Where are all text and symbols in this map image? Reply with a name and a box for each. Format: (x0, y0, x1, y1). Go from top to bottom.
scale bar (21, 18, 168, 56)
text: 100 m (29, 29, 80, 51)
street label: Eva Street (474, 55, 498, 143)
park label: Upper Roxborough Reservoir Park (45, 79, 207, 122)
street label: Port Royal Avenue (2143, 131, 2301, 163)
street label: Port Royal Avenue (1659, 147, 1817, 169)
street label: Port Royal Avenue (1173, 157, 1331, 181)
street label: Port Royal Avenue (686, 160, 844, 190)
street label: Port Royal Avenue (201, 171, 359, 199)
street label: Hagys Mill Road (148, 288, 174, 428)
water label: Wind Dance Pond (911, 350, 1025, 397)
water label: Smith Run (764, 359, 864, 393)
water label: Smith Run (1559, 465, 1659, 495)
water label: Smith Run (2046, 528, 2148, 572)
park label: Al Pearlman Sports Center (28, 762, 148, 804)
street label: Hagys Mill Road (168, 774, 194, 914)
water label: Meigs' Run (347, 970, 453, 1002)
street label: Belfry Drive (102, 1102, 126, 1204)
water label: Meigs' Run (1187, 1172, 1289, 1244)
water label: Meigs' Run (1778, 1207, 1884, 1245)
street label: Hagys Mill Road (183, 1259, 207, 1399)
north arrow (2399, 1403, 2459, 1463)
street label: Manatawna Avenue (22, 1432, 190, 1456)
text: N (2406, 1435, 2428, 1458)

**********

_EXERCISE DETAILS_.
Every record above is to be transcribed exactly.

_OUTPUT FOR THIS TASK_.
Where are all text and symbols in this map image? Reply with a name and a box for each. Format: (x0, y0, x1, y1). Go from top to bottom.
scale bar (21, 18, 168, 56)
text: 100 m (29, 29, 80, 51)
street label: Eva Street (474, 55, 498, 143)
park label: Upper Roxborough Reservoir Park (45, 79, 207, 122)
street label: Port Royal Avenue (2143, 131, 2301, 163)
street label: Port Royal Avenue (1659, 147, 1817, 169)
street label: Port Royal Avenue (1173, 157, 1331, 181)
street label: Port Royal Avenue (686, 160, 844, 190)
street label: Port Royal Avenue (201, 171, 359, 199)
street label: Hagys Mill Road (148, 288, 174, 428)
water label: Wind Dance Pond (911, 350, 1025, 397)
water label: Smith Run (764, 359, 864, 393)
water label: Smith Run (1559, 465, 1659, 495)
water label: Smith Run (2046, 528, 2148, 572)
park label: Al Pearlman Sports Center (28, 762, 148, 804)
street label: Hagys Mill Road (168, 774, 194, 914)
water label: Meigs' Run (347, 970, 453, 1002)
street label: Belfry Drive (102, 1102, 126, 1204)
water label: Meigs' Run (1187, 1172, 1289, 1244)
water label: Meigs' Run (1778, 1207, 1884, 1245)
street label: Hagys Mill Road (183, 1259, 207, 1399)
north arrow (2399, 1403, 2459, 1463)
street label: Manatawna Avenue (22, 1432, 190, 1456)
text: N (2406, 1435, 2428, 1458)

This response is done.